In the summer of 1990, the Mohawks of Kanehsatake and Kahnawake reserves (near the town of Oka in Quebec), stood off against Canadian security forces to protect encroachment on their land. This event is commonly known as the Oka Crisis of 1990, and is a critical example of the ongoing, strained relationship between Indigenous groups and colonial governments in Canada.

The Origins of the Crisis

The events leading up to the Oka Crisis can be traced back to at least 1717, when Mohawk people and their lands, were placed under the authority of the Sulpicians (a Roman Catholic order), and later, the Governments of Canada and Quebec. The Mohawk community demanded that their right to the land be recognized–including petitioning the Governor General in the 1850s and contesting the matter in court in the early 1900s–but their rights and land were continuously stripped away by new laws and court rulings that rejected their title. By 1945, the Mohawk community had been stripped of over 680 km2 of land, some of which had been used to build the Mercier Bridge and seaway. One part of the land–a traditional forest and home to a sacred burial ground known as the Pines continued to be disputed.
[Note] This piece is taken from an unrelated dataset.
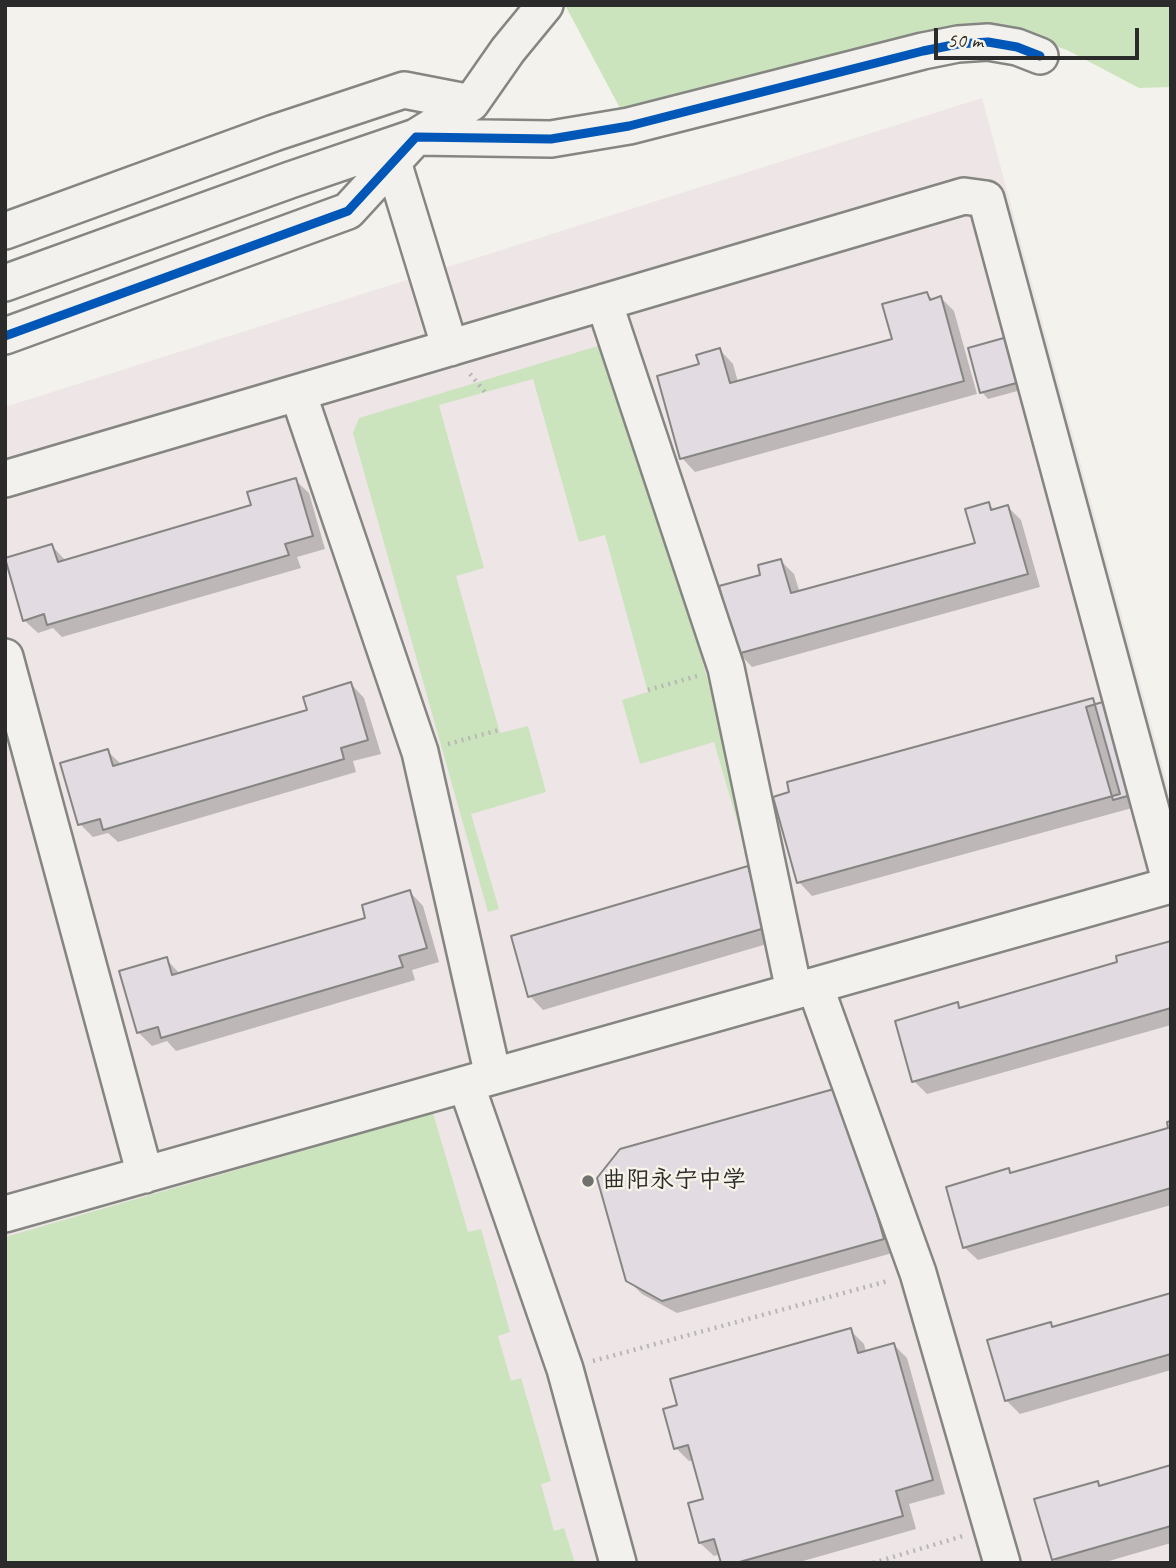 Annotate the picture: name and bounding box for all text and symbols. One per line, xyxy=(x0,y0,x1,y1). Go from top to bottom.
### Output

In 1961, a golf course was built on land in the Pines without consent from the Mohawk people. Shortly after, the Mohawk people of the area submitted a land claim to the federal government, but it was rejected. After the rejection of a second land claim in 1986, the door was open to the Town of Oka to move forward with plans to expand the existing golf course, to be accompanied by a luxury townhouse complex. The expansion would have destroyed even more of the Pines, specifically the sacred burial ground. After these plans were announced by the town in March of 1989, Mohawk people began protesting by the hundreds, and the development plans were postponed.

Blockades and Beyond

Mohawks watching Oka crisis news on barricades. Credit: Benoît Aquin / Library and Archives Canada / Benoit Aquin fonds / e010950700-v8 via

In March 1990, the development was scheduled to begin. To prevent construction from occurring, Mohawk people from the Kahnawake, Kanehsatake, and Akwesasne reserves erected a large barricade blocking off access to the area. Two court injunctions were granted that would have allowed the forcible removal of protesters from the barricades, but the protesters ignored them. The Oka town council then requested the Sûreté du Québec to intervene. Following this request, on the morning of the July 11, 1990, Sûreté du Québec officers, armed with AR15 assault rifles, tear gas, and concussion grenades attempted to storm and seize the barricade. The Mohawk people responded and in the end, one Sûreté du Québec officer–Marcel Lemay–was shot and killed. The Sûreté du Québec retreated.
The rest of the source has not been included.